* **Directions for this task**:
Transcribe the records below from the first line to the line that includes "position:absolute; left:12px; bottom:10px;", inclusive, and omit the pictures.

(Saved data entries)
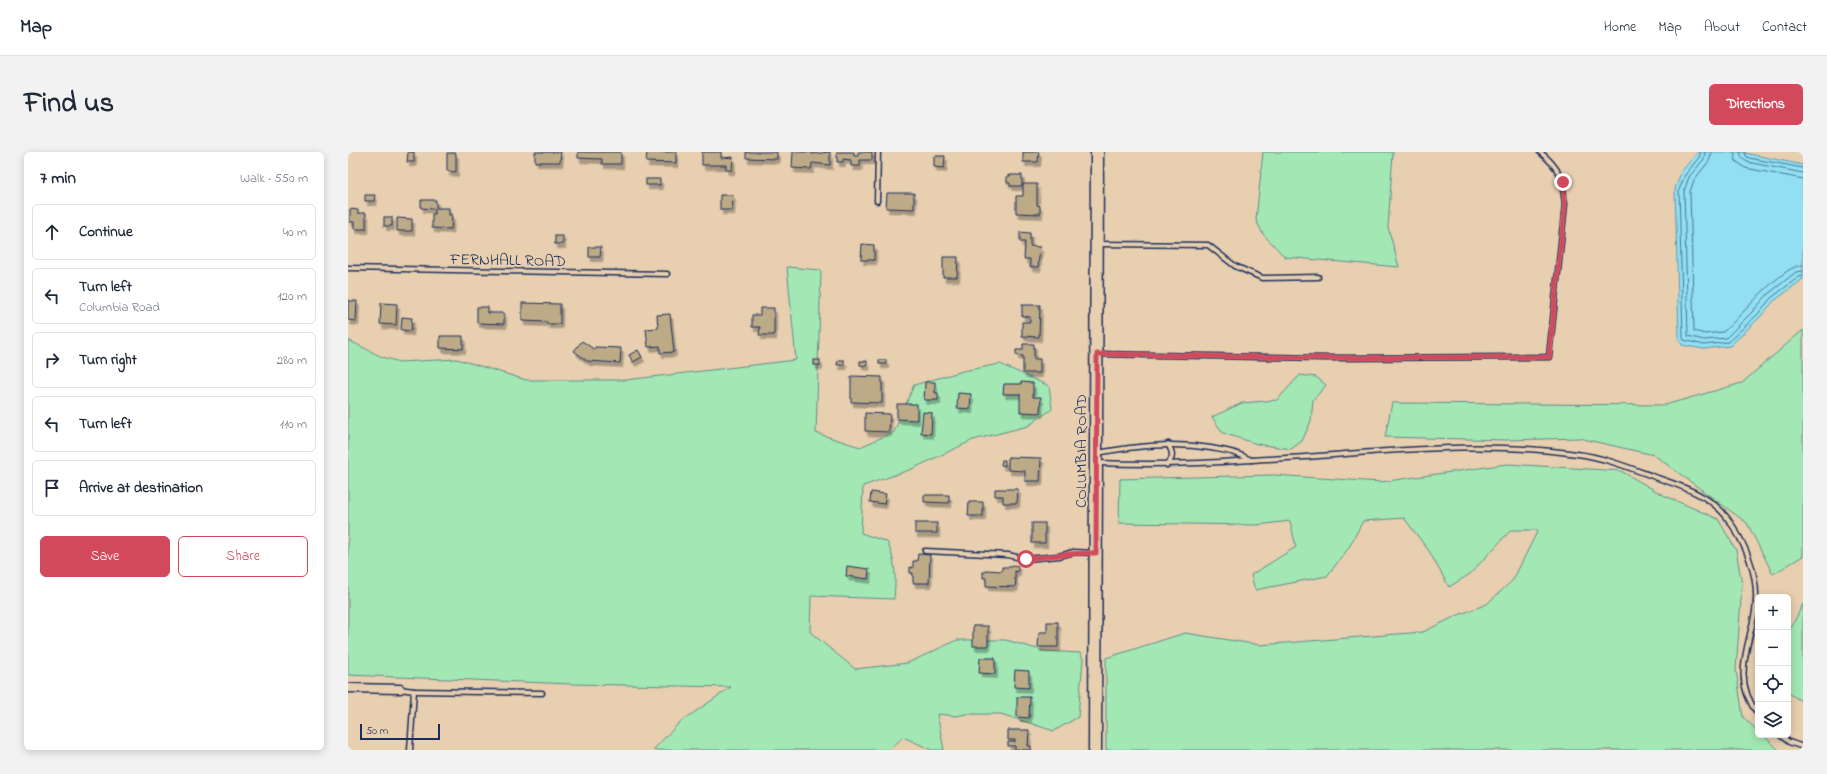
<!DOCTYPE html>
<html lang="en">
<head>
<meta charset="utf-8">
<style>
	:root { --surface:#fff; --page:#f2f2f3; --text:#1f2937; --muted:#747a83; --line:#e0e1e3; --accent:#d1495b }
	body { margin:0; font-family:"Indie Flower",sans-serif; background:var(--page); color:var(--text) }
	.controls { position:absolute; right:12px; bottom:12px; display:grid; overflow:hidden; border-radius:6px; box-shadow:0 2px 10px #0003 }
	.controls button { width:36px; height:36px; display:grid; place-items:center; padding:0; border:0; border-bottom:1px solid var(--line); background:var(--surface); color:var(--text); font:20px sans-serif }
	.scale { position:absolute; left:12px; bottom:10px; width:80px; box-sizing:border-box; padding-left:4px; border:2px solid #1b2f5e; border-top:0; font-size:11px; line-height:14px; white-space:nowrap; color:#1b2f5e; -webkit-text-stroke:3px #e7cfaf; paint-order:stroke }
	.stop { position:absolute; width:12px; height:12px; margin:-9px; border:3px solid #d1495b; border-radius:50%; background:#fff }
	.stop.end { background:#d1495b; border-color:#fff; box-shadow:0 1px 4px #0008 }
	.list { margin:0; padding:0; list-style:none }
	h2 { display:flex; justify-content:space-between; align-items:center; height:52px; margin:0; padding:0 16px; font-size:17px }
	h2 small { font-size:13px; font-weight:400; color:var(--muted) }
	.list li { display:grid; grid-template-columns:26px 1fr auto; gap:12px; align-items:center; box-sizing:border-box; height:56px; margin:0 8px 8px; padding:0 8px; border:1px solid var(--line); border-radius:6px }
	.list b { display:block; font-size:15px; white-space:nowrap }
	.list p { margin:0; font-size:13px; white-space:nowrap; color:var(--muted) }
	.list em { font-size:13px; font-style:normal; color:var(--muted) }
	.actions { display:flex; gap:8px; padding:12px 16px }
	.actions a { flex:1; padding:9px 0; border:1px solid var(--accent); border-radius:6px; text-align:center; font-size:14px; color:var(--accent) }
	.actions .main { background:var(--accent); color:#fff }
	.icon { flex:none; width:22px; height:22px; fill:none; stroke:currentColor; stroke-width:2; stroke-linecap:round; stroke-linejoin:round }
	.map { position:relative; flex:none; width:1455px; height:598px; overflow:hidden; border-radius:6px }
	header { display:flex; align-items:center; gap:24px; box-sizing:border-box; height:56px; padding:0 20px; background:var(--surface); border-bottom:1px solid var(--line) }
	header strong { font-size:19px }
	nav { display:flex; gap:22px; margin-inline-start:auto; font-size:14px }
	.intro { display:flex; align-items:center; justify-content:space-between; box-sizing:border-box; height:96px; padding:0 24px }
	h1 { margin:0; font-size:28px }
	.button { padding:10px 18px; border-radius:6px; background:var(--accent); color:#fff; font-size:14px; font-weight:700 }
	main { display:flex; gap:24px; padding:0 24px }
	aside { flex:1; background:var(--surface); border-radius:6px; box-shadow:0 2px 10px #0003 }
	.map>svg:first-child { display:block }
</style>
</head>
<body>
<header>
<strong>Map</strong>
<nav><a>Home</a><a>Map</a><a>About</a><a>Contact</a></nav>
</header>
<div class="intro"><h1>Find us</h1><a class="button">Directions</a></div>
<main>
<aside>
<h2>7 min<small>Walk · 550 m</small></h2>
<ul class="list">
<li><svg class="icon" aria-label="ahead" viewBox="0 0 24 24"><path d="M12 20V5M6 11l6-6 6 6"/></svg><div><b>Continue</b></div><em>40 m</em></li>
<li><svg class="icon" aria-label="left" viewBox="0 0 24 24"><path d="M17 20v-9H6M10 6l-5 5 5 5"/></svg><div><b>Turn left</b><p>Columbia Road</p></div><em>120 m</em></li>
<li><svg class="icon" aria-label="right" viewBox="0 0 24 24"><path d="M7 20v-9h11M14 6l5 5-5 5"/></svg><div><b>Turn right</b></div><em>280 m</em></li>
<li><svg class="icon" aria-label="left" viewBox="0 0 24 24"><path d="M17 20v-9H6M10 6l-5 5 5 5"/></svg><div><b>Turn left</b></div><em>110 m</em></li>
<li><svg class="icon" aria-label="arrive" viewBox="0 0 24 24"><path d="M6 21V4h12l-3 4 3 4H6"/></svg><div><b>Arrive at destination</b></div></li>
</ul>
<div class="actions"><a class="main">Save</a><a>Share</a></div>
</aside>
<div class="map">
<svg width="1455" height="598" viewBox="0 0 1455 598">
	<defs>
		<filter id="shadow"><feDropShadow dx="2.5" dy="4.5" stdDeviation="0" flood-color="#0004"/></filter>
	</defs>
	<rect width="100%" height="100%" fill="#e7cfaf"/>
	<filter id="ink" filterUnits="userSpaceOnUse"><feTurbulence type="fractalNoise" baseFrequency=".025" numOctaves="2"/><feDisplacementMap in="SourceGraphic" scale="8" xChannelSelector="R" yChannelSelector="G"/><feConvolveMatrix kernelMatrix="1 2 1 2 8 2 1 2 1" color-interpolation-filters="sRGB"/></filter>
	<g filter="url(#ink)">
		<g fill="#a3e8b4" stroke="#5f8c89">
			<polygon points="915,0 1045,0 1040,75 1051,115 937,105 915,82 908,68"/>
			<path d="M439 115 473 118 468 281 512 295 546 280 566 233 615 219 652 212 701 234 704 257 680 274 625 288 564 317 515 334 513 381 539 390C548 410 548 425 546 447L463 444 462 480 507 517 560 511 609 488H658L696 499 732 501 735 507 730 565 706 579 653 562H617L609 564 589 562 596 598H584L555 585 541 598H305L331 571 383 535 224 532 0 523V188L34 205 52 210 109 207 178 228H278L448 208Z"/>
			<polygon points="1455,178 1455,404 1425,422 1399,371 1306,303 1231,286 1159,288 1037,285 1044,251 1317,253 1394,231"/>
			<polygon points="952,223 968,225 978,233 965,248 963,269 954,289 943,297 909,292 875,281 864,265 894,251 929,248"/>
			<polygon points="1159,312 1273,319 1315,343 1370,367 1388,398 1394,433 1388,518 1395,565 1410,579 1410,583 1415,583 1431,598 758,598 758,506 837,481 912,493 1075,480 1108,464 1139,452 1165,428 1190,378 1163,378 1122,422 1101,435 1081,399 1056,366 1015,369 1000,397 979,424 907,438 903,423 948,395 942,369 909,373 771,371 772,327 925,323 1033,330"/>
			<polygon points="1455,452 1455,550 1440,541 1440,482"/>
		</g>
		<polygon fill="#91dff0" stroke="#6299b6" points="1350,0 1392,0 1455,13 1455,127 1426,149 1412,165 1382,194 1355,197 1334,193 1331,187 1327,37 1333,20"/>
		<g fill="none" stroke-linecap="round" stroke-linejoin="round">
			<g stroke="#4a7598" stroke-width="1">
				<polyline points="1352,0 1352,4 1337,23 1331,38 1335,185 1336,188 1356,193 1380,190 1409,163 1423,146 1451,125 1455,124"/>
				<polyline points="1357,0 1356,7 1341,25 1336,39 1340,184 1356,188 1378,186 1405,159 1420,142 1448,120 1455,119"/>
				<path d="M1364 0 1361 9 1346 28 1342 40 1346 179 1357 182 1375 180C1393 165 1433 113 1455 113"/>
				<polyline points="1386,0 1388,9 1397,16 1455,27"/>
				<polyline points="1392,0 1394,6 1399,10 1455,21"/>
				<polyline points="1397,0 1398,4 1401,6 1455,16"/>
			</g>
		</g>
		<g fill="#bdaa86" stroke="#1b2f5e" filter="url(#shadow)">
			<polygon points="60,0 66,0 66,10 59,10"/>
			<polygon points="187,0 213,0 212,10 187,10"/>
			<polygon points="230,0 273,0 273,12 254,12 254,7 230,6"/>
			<polygon points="299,0 328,0 328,11 298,10"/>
			<polygon points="354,0 373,0 373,6 385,5 384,18 378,18 378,13 354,13"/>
			<polygon points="398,0 429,0 429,7 398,6"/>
			<polygon points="445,0 464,0 464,2 482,0 482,13 464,11 463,17 444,16"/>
			<polygon points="489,0 506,0 506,4 510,4 510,0 524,0 524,8 512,8 512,14 503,14 503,8 495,7 495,10 489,10"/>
			<polygon points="675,0 691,0 690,10 675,10"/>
			<polygon points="99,1 108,1 108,20 99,19"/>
			<polygon points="586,4 597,4 596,16 586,15"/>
			<polygon points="662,23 674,23 674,34 662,34 662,31 659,31 659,24 662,24"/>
			<rect x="298" y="27" width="14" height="6"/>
			<polygon points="675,32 689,32 689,53 692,54 692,62 668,61 668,44 675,44"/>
			<polygon points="539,41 566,41 566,57 538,56"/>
			<polygon points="17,43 27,43 26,49 17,49"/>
			<polygon points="372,43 385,43 384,58 372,58"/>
			<polygon points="73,48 88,48 88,56 101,56 101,63 104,63 103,77 84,76 84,62 87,62 87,57 73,56"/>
			<polygon points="2,57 10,58 10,61 18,61 18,77 6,77 6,70 2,70"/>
			<rect x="36" y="65" width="8" height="9"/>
			<polygon points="49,66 64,67 64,79 49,79"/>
			<polygon points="672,80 682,81 682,94 692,95 690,115 682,115 682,107 676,107 677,90 672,90"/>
			<rect x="207" y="84" width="8" height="8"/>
			<polygon points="514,92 526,93 526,108 513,108"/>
			<polygon points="241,95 253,95 252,105 241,105"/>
			<polygon points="595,105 610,105 609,125 595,125"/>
			<polygon points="0,146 1,149 9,149 8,169 0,168"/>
			<polygon points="33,151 49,152 48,173 32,172"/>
			<polygon points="174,151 212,152 212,172 199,172 199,170 174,169"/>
			<polygon points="674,153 692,153 691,185 674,184 674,170 682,170 682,165 674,164"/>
			<polygon points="129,155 140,155 140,161 156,161 156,172 129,171"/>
			<polygon points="412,156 426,156 426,183 411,183 412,175 404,175 404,163 412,163"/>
			<polygon points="322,162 326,200 312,201 312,194 300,195 298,177 310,176 309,163"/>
			<polygon points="54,165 64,166 63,179 53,178"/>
			<polygon points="92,184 115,184 115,197 92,196"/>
			<polygon points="234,189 247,198 247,195 273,196 272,211 239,209 226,199"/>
			<polygon points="675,192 686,192 686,207 692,207 692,221 675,221 675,204 668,203 668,198 675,198"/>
			<polygon points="290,198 294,205 285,210 281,203"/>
			<rect x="466" y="208" width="6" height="5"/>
			<polygon points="490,208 496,208 496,213 489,213"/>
			<rect x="531" y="208" width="7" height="4"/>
			<polygon points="512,209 519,209 519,214 512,213"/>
			<polygon points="503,224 534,225 534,251 503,250"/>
			<polygon points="577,230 587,230 587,241 590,241 590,248 576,248"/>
			<polygon points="673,230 685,231 685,245 693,245 692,261 672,260 672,242 655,242 656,232 673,232"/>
			<polygon points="610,241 623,242 622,257 609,256"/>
			<polygon points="549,252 569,252 569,268 549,267"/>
			<polygon points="575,260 584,261 583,282 573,281"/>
			<polygon points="517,261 542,262 541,280 517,279"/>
			<polygon points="660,305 693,306 692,329 677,329 677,319 660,318"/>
			<polygon points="654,308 657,308 657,314 653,313"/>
			<polygon points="647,337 670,337 669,351 655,351 655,344 647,344"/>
			<polygon points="523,340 538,342 536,352 522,350"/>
			<polygon points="576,343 601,343 601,351 576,350"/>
			<polygon points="621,350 635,350 635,364 620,364"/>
			<rect x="567" y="371" width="22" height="10"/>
			<rect x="684" y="371" width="13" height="20"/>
			<polygon points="570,402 582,403 581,431 565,431 565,421 562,421 562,415 565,416 565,409 569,409"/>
			<polygon points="664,413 670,414 670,420 667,419 667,428 668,428 667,435 638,434 638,426 635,426 635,420 638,420 638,418 654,419 654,415 664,415"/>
			<polygon points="499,414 521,417 520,427 498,424"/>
			<polygon points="699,470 710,470 710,495 690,495 691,480 699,480"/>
			<rect x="625" y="474" width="15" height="20"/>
			<polygon points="632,506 647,506 647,522 631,521"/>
			<polygon points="667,518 681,519 681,536 666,535"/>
			<polygon points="669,545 682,545 681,566 669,565"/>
			<polygon points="660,578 681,578 680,594 683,594 683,598 667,598 667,594 660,594 660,590 667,590 667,588 660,588"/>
		</g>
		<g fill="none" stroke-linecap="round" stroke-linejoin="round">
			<g stroke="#1b2f5e" stroke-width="7">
				<g id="service">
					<polyline points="529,49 530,0"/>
					<polyline points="749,92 860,93 887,114 914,126 970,125"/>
					<polyline points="0,116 319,122"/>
					<path d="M749 202 979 206 1201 205 1217 52C1214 26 1213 17 1192 0"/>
					<path d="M749 301C788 294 824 290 863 296 879 299 888 300 903 308"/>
					<path d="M749 311C800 313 852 312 903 308 935 306 966 305 997 302 1075 296 1152 291 1229 302 1255 305 1282 316 1307 325 1333 334 1363 343 1380 367 1399 394 1412 425 1407 459 1401 496 1383 527 1410 562"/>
					<path d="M819 313C826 305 825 301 820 292"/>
					<polyline points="577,399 660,403 678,407 711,404 726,400 746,401"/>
					<polyline points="52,537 66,539 62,598"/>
					<polyline points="66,539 194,541"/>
					<polyline points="1432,583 1441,590 1455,595"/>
				</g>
			</g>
			<g stroke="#1b2f5e" stroke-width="11">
				<polyline id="minor" points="0,536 52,537"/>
			</g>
			<g stroke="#1b2f5e" stroke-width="15">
				<polyline id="secondary" points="747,598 749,0"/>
			</g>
			<use href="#service" stroke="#e7cfaf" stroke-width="4"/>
			<use href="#minor" stroke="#e7cfaf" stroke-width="8"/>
			<use href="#secondary" stroke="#e7cfaf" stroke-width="12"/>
		</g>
	</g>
	<g fill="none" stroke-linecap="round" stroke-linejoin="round" filter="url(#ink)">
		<path stroke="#d1495b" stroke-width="5" d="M678 407C701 405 724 400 748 401L749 202 979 206 1201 205 1217 52 1215 30"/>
	</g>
	<g text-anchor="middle" stroke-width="3.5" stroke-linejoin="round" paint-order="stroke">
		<g font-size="16" fill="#1b2f5e" stroke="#e7cfaf">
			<text transform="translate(160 107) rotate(1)" y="6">FERNHALL ROAD</text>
			<text transform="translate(732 299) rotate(-90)" y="6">COLUMBIA ROAD</text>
		</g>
	</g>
</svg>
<div class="controls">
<button>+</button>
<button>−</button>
<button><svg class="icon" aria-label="locate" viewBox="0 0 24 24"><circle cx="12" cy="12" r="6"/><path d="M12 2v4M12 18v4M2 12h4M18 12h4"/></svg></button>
<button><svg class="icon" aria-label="layers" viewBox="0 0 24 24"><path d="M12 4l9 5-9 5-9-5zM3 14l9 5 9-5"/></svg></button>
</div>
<div class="scale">50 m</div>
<div class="stop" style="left:678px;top:407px"></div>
<div class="stop end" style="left:1215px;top:30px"></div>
</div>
</main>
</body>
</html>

* **Exercise output**:
<!DOCTYPE html>
<html lang="en">
<head>
<meta charset="utf-8">
<style>
	:root { --surface:#fff; --page:#f2f2f3; --text:#1f2937; --muted:#747a83; --line:#e0e1e3; --accent:#d1495b }
	body { margin:0; font-family:"Indie Flower",sans-serif; background:var(--page); color:var(--text) }
	.controls { position:absolute; right:12px; bottom:12px; display:grid; overflow:hidden; border-radius:6px; box-shadow:0 2px 10px #0003 }
	.controls button { width:36px; height:36px; display:grid; place-items:center; padding:0; border:0; border-bottom:1px solid var(--line); background:var(--surface); color:var(--text); font:20px sans-serif }
	.scale { position:absolute; left:12px; bottom:10px; width:80px; box-sizing:border-box; padding-left:4px; border:2px solid #1b2f5e; border-top:0; font-size:11px; line-height:14px; white-space:nowrap; color:#1b2f5e; -webkit-text-stroke:3px #e7cfaf; paint-order:stroke }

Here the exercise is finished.